Starting late in the evening on January 11th and running Serratus casually for the next 11 days (non continuous use, at ~80% of it's maximum capacity to favour stability over performance) we complete a search of 5,686,715 sequencing libraries (10.2 petabases). The total cost of a full ground-up re-analysis was $23,980 or $0.0042 per library. This value reflects the current state-of-the-art for Serratus, and to the best of our knowledge any means of ultra-rapid access to petabases of sequencing data.

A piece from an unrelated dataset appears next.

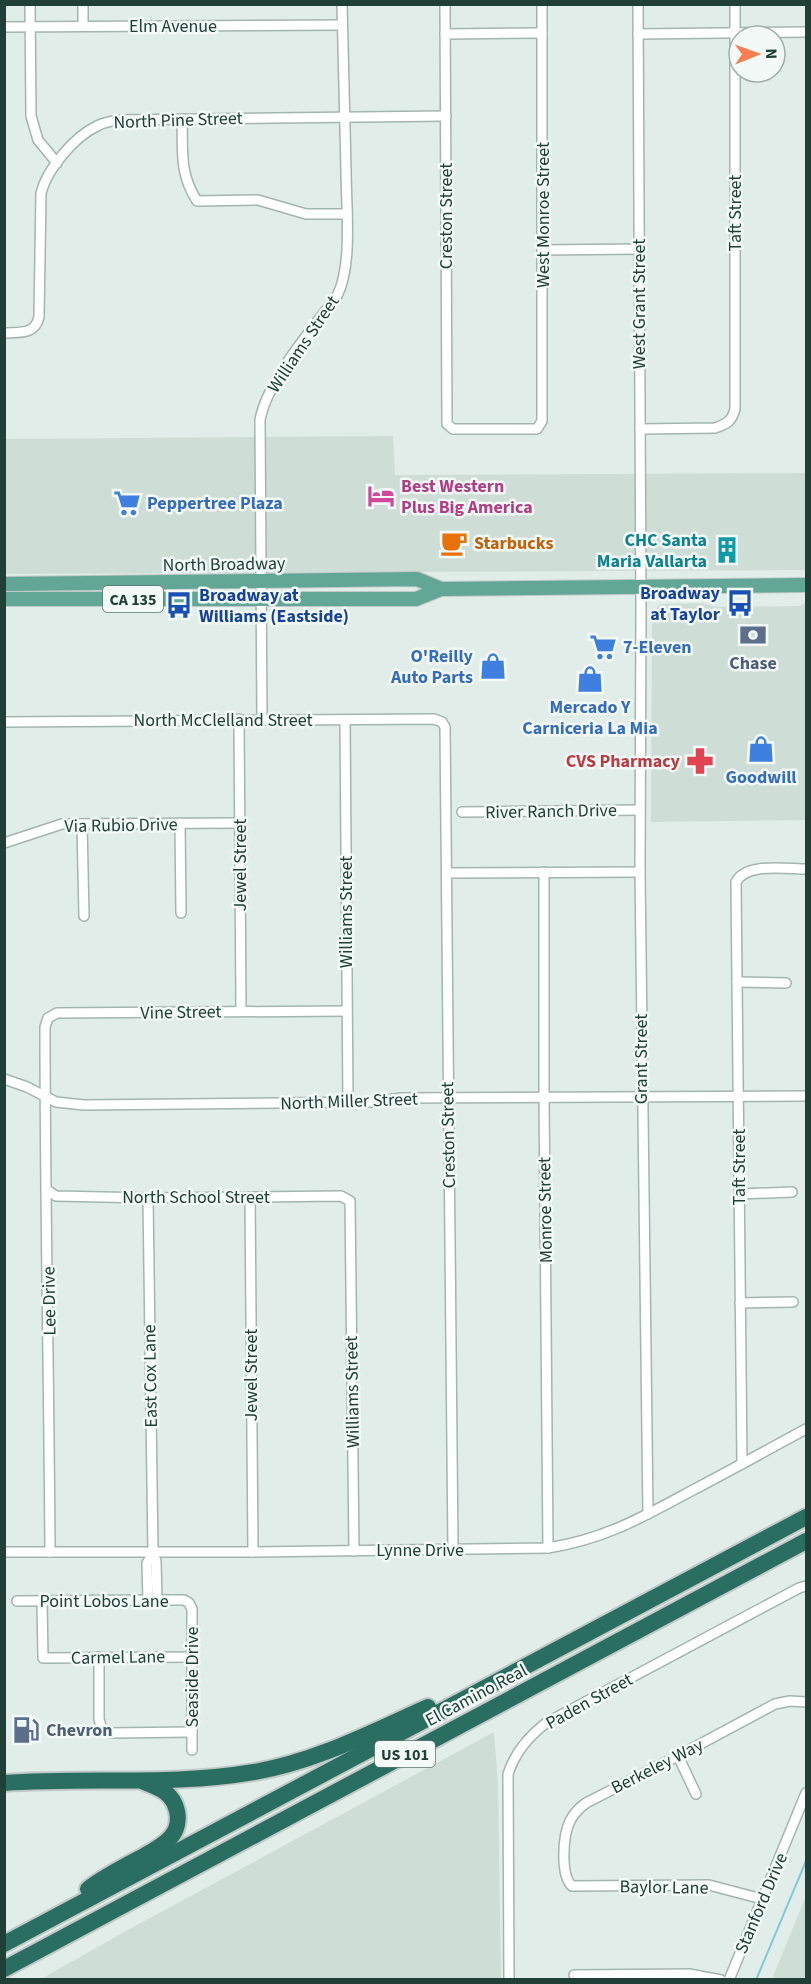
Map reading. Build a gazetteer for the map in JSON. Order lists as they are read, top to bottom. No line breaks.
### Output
{"streets":{"highway":["El Camino Real","US 101"],"main road":["North Broadway","CA 135"],"street":["Elm Avenue","North Pine Street","Taft Street","West Monroe Street","Creston Street","West Grant Street","Williams Street","North McClelland Street","River Ranch Drive","Via Rubio Drive","Jewel Street","Vine Street","Grant Street","North Miller Street","North School Street","Monroe Street","Lee Drive","East Cox Lane","Lynne Drive","Point Lobos Lane","Carmel Lane","Seaside Drive","Paden Street","Berkeley Way","Baylor Lane","Stanford Drive"]},"crossings":[["Elm Avenue","Williams Street"],["North Pine Street","Creston Street"],["North Pine Street","Williams Street"],["Taft Street","West Grant Street"],["Taft Street","North Miller Street"],["Taft Street","Lynne Drive"],["West Monroe Street","Creston Street"],["Creston Street","North McClelland Street"],["Creston Street","North Miller Street"],["Creston Street","Lynne Drive"],["West Grant Street","North Broadway"],["West Grant Street","Grant Street"],["Williams Street","North Broadway"],["Williams Street","North McClelland Street"],["Williams Street","Vine Street"],["Williams Street","North Miller Street"],["Williams Street","North School Street"],["Williams Street","Lynne Drive"],["North McClelland Street","Jewel Street"],["River Ranch Drive","Grant Street"],["Via Rubio Drive","Jewel Street"],["Jewel Street","Vine Street"],["Jewel Street","North School Street"],["Jewel Street","Lynne Drive"],["Vine Street","Lee Drive"],["Grant Street","North Miller Street"],["Grant Street","Lynne Drive"],["North Miller Street","Monroe Street"],["North Miller Street","Lee Drive"],["North School Street","Lee Drive"],["North School Street","East Cox Lane"],["Monroe Street","Lynne Drive"],["Lee Drive","Lynne Drive"],["East Cox Lane","Lynne Drive"],["East Cox Lane","Point Lobos Lane"],["Point Lobos Lane","Carmel Lane"],["Point Lobos Lane","Seaside Drive"],["Carmel Lane","Seaside Drive"],["Berkeley Way","Baylor Lane"],["Baylor Lane","Stanford Drive"]],"places":{"hotel":["Best Western Plus Big America"],"supermarket":["Peppertree Plaza","7-Eleven"],"cafe":["Starbucks"],"building":["CHC Santa Maria Vallarta"],"bus stop":["Broadway at Taylor","Broadway at Williams (Eastside)"],"bank":["Chase"],"shop":["O'Reilly Auto Parts","Mercado Y Carniceria La Mia","Goodwill"],"pharmacy":["CVS Pharmacy"],"fuel station":["Chevron"]},"north":"right"}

Over the next few days we fire up some on demand instances to analyze the data we generated and near the end of the month run assemblies to quality control the data generated in the rdrp1 search.

Total: $34,350.21

Lessons learned

Effective search cost: ~$74,000 Final total cost: ~$182,000.00

With great power comes great responsibility. Commercial cloud computing services offer great power to accelerate research to a pace hard to imagine just a year ago, but it is easy to allow small oversights or inefficiencies escalate to a significant cost for limited research grant dollars. We are fortunate we could play fast and loose with these optimizations, allowing us to focus on our primary objective, Serratus and the ultra-fast discovery of novel coronaviruses. We offer some recommendations for best practices.

  • Use full containerized workflows that can be deployed on any system reproducibly. This will allow the vast bulk of development to performed on premises (i.e. your laptop).
  • Establish unit-tests (such as always using the same 1 million metagenome reads for alignment) for debugging and benchmarking optimizations. You can then debug the deployed system using minimal cloud resources.
  • Perform iterative "scale-ups". When deploying the system at scale, do not immediatly jump from a test dataset of 10 libraries to 1,000,000 libraries. There are often unexpected hiccups along the way that will require debugging. We usually would scale up by a factor of 2-5 once we were confident the system was operating nominally, which would give us space to resolve issues before scaling up again.
  • Be vigilant with keeping track of "small" costs. This includes ensuring users are aware of how to allocate resources efficiently for the task at hand, and do not leave instances operational and not in use over a weekend.
  • Establish a "checkpoint" to review costs on a calendar basis and account for where resources are being spent. It may be an unexpected place such as Cloudwatch logs that incur 30% of your total costs. Identify these quickly and trim aggressively.

Have fun. It's exciting to be able to do cool science and there is a lot of small details to learn in using any cloud service. Keep an eye to always improve code performance and track where inefficiencies are sneaking up, these are cumulative effects. The faster/more optimal your pipeline the more you can deploy it.